As is well known, 58 years and five All-Ireland championship meetings later, Kerry still haven’t managed to do so.
In TG4's compelling Tír Eoghain: The Unbreakable Bond, shown last Sunday, former Kerry captain Dara Ó Cinnéide acknowledged a similar thought process in 2003, the watershed All-Ireland semi-final, immortalised by Pat Spillane as "puke football" after Tyrone had beaten Kerry in a high-energy display of swarm tackling but also superior kicking.
“We weren’t too worried about them,” Ó Cinnéide ruefully recalled. “They weren’t one of the main teams that we had to beat. We hadn’t really thought of them. That’s worse than a lack of respect at times. They weren’t on our radar at all.”

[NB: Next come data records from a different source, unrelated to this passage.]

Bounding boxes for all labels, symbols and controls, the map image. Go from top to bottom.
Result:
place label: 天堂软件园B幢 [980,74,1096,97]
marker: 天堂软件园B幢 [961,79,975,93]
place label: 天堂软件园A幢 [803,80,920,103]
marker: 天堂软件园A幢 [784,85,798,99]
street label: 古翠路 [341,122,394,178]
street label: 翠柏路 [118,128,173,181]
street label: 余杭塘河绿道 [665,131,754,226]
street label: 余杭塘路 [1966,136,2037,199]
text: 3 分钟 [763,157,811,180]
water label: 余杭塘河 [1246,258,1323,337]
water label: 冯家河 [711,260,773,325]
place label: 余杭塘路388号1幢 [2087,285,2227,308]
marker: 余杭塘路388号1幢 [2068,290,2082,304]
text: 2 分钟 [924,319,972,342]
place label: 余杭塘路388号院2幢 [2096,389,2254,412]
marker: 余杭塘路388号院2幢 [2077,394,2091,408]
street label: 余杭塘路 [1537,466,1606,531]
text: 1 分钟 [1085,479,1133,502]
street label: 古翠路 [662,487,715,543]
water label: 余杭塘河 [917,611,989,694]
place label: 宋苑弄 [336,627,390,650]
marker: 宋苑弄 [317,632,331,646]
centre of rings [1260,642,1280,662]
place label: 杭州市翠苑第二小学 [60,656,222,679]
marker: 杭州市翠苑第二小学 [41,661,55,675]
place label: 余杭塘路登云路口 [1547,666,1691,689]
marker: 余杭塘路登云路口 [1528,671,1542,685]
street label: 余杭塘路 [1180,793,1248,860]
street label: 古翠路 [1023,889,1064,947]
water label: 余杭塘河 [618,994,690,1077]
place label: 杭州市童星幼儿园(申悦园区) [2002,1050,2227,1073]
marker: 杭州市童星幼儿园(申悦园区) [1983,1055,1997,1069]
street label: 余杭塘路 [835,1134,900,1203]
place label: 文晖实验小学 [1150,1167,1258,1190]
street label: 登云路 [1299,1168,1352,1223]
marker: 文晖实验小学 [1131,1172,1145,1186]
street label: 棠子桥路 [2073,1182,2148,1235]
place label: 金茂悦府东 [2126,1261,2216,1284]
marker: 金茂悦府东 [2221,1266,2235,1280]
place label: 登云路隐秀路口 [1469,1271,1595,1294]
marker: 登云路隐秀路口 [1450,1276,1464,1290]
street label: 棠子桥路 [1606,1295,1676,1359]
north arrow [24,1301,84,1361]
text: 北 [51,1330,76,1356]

In both cases, 1960 and 2003, what made this odd was that Kerry had been beaten that spring in the league by their Ulster opponents and in terms that more than warned them about what was to come.
"We saw it as a bit of innovation," said Harte on TG4. "The philosophy we had at that stage was really an extension and an adjustment to things that we had learned over the years at minor and U-21 level where collective defending was the order of the day."

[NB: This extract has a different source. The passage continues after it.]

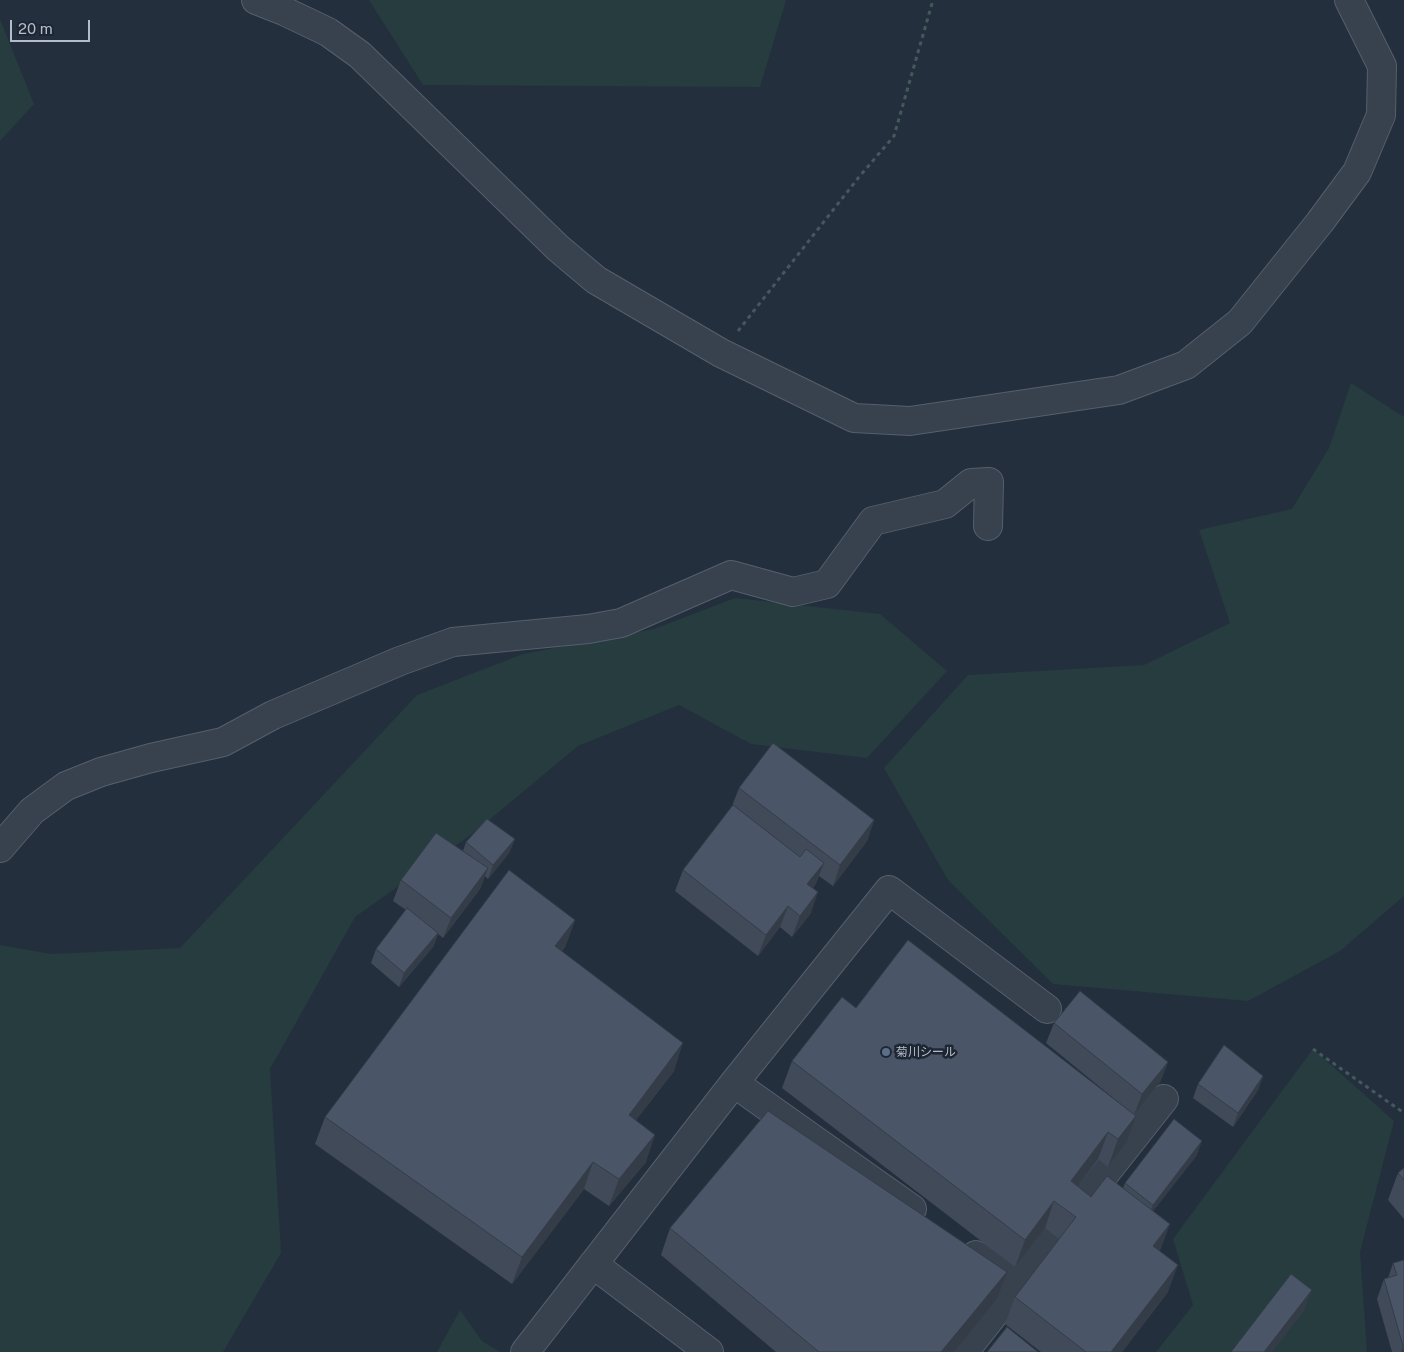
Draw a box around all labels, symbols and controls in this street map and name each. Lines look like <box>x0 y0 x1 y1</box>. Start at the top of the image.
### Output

Harte’s legend may have been created in 2003 but it rests as much on the 2005 and ’08 All-Ireland wins as the iconoclasm of the initial breakthrough. In those years, under different managers Jack O’Connor and Pat O’Shea, Kerry were forewarned but even as favourites couldn’t handle the pace of Tyrone’s game, the ferocity of the tackling and the ability of their opponents to turn over possession.
There behind the achievements – and this was a theme of Tír Eoghain: The Unbreakable Bond – shimmers the almost unbelievable litany of distress caused by bereavement and loss, which sometimes lends an air of mission or destiny to the county but aside from that bond of shared grief, it's as well not to be misled.
There have always been material reasons for these successes, rooted in technical proficiency and tactical acumen. The cussedness and edginess of the outsider has only been relevant in the ability to perform without concession to the big day.
It may be ominous – or certainly cautionary – for Dublin that Harte’s unbeaten sequence of three All-Ireland finals includes two as outsiders and all three have been achieved against the defending All-Ireland champions.
Of course Tyrone aren’t quite where they were in the 2000s. Even in 2008, when the panel had been sufficiently shaken up in the previous five years that just six players started both finals, there was nonetheless a core of players going for a third All-Ireland medal.
As well, Dublin's record against Tyrone is better than Kerry's in the last decade; they have lost just two of the seven championship encounters in Harte's era and under Jim Gavin, the champions are two from two.
The lesson is though that should Dublin find themselves even unexpectedly in trouble on Sunday, then they will be in trouble.